How does one obtain the factor $\varepsilon^{n-1}$ in the following estimate $$\bigg|\int_{ \partial B_\varepsilon(x) } \frac{\partial G(x,z)}{\partial \nu} \, G(y,z) \, \dd \sigma(z) \bigg| \leq C \, \varepsilon^{n-1} \, \lVert G(x,y) \rVert_{L^\infty(\partial B_\varepsilon(x))} \overset{ \varepsilon \to 0}{\to} 0$$
I remember from previous sections, that $|\nabla \Phi(x)| \leq C \, |x|^{1-n}$, but I am not sure if this helps.

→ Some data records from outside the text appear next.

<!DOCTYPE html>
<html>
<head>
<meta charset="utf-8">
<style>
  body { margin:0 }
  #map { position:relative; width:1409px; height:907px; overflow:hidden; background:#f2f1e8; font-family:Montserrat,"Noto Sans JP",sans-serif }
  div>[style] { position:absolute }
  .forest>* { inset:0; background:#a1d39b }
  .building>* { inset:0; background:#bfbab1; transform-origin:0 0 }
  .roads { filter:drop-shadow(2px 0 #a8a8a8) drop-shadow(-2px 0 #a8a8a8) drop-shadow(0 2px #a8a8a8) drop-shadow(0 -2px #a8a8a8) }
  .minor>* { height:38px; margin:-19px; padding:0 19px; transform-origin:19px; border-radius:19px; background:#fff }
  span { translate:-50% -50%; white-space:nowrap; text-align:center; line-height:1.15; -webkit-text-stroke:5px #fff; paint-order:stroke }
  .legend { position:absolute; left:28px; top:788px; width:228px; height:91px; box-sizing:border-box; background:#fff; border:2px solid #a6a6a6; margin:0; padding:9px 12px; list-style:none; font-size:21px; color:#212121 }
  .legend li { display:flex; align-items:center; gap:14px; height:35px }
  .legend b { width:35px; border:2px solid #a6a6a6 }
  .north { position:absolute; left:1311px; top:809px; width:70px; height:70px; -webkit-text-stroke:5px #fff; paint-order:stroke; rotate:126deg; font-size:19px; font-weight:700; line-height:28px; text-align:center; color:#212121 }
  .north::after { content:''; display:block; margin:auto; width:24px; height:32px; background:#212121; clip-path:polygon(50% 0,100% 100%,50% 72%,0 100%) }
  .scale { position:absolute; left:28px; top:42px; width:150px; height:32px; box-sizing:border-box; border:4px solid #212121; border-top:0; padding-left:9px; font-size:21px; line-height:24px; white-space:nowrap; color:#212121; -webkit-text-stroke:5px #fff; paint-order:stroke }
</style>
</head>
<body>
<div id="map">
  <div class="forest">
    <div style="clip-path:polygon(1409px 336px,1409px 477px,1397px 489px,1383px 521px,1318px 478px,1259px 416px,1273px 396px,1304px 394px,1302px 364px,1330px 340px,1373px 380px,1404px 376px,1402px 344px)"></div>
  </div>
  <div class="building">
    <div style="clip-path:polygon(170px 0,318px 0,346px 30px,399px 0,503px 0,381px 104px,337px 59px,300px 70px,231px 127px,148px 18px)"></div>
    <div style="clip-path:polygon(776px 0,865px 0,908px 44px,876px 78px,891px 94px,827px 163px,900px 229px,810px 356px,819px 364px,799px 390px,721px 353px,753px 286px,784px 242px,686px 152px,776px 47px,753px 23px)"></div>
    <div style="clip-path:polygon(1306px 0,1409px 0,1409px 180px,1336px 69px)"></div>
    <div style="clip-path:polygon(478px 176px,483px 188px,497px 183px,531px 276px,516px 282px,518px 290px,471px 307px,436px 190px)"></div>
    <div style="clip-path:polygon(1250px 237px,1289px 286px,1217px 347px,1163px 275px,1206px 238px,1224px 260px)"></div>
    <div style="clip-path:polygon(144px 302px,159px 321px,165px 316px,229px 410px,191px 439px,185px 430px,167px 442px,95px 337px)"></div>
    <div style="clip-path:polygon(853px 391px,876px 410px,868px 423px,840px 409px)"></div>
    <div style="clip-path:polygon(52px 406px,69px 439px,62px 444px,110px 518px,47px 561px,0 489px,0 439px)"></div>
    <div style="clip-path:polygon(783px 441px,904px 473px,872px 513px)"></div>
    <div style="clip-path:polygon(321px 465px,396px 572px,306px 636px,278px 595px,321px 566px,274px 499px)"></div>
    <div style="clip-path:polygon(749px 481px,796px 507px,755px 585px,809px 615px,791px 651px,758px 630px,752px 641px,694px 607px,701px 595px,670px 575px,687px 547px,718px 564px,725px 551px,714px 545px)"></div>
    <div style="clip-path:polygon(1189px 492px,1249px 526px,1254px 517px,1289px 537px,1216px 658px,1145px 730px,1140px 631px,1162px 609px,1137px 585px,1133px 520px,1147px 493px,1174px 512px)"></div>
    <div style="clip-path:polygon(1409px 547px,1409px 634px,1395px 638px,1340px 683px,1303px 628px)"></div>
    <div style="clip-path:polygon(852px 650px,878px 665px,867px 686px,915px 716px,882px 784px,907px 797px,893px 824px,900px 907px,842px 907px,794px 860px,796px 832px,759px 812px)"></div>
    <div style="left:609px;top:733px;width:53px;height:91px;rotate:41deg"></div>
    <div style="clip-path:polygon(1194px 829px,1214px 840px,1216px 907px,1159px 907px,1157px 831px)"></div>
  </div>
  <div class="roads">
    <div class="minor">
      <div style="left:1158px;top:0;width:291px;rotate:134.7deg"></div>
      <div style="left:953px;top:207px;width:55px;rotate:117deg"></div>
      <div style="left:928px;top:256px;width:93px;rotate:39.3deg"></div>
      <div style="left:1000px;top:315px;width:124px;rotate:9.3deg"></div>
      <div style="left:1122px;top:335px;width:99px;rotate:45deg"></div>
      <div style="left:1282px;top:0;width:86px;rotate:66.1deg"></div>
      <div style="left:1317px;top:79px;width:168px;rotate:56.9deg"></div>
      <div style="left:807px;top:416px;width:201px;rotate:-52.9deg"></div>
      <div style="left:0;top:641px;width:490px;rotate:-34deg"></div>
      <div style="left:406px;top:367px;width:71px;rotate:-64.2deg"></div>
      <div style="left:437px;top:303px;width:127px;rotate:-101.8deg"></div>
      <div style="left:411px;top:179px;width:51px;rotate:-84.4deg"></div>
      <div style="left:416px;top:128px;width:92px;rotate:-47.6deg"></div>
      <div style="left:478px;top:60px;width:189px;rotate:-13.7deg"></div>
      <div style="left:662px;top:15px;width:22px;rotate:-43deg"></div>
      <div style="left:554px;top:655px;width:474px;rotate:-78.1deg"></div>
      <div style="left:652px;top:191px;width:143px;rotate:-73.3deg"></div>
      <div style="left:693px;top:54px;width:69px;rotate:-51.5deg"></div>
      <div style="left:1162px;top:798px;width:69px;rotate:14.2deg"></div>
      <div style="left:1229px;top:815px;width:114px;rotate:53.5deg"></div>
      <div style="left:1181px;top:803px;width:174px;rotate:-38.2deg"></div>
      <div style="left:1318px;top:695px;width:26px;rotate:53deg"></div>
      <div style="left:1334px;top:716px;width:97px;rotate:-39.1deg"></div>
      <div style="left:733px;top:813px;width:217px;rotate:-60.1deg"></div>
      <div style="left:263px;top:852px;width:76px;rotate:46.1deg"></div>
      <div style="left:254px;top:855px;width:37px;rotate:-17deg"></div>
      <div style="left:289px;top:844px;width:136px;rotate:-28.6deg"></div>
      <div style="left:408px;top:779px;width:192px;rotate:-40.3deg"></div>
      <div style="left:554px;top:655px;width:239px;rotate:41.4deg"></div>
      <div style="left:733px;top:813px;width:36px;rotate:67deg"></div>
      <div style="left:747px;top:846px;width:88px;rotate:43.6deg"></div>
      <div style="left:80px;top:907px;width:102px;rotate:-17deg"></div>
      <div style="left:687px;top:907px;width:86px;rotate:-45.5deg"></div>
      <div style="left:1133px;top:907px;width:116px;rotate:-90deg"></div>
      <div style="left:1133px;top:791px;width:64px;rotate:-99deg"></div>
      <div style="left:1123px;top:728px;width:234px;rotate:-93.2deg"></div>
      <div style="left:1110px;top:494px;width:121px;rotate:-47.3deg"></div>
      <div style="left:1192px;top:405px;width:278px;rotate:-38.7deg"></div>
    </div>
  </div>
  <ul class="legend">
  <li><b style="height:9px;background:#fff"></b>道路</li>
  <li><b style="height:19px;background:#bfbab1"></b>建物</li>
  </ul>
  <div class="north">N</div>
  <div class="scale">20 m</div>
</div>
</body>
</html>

Thanks for any thoughts on this!
I believe the source of your confusion is that you have mixed up the $x$ and $y$ in Evans' proof. The estimate he claims is $$ \left\vert \int_{\partial B(x,\epsilon)} \frac{\partial w}{\partial \nu} v dS\right\vert \le C \epsilon^{n-1} \sup_{\partial B(x,\epsilon)} |v| = o(1) $$ where (and here is the key part) $$ w(z) = G(y,z) \text{ and } v(z) = G(x,z). $$
Consequently, near $x$, the function $w(z) = G(y,z)$ is smooth, and so the first order derivatives are bounded. Thus we may assume that $\epsilon < \epsilon_0$ and bound $$ \left\vert \int_{\partial B(x,\epsilon)} \frac{\partial w}{\partial \nu} v dS\right\vert \le n \alpha(n) \epsilon^{n-1} \sup_{\partial B(x,\epsilon_0)} |\nabla w| \sup_{\partial B(x,\epsilon)} |v| \le C \epsilon^{n-1} \sup_{\partial B(x,\epsilon)} |v| = o(1). $$ Here the appearance of $\epsilon^{n-1}$ is simply due to the surface area of $\partial B(x,\epsilon)$. The fact that the resulting estimate is $o(1)$ relies on bounds for the fundamental solution to the Laplacian (as in the previous sections in Evans) and the fact that the corrector function is harmonic and hence smooth.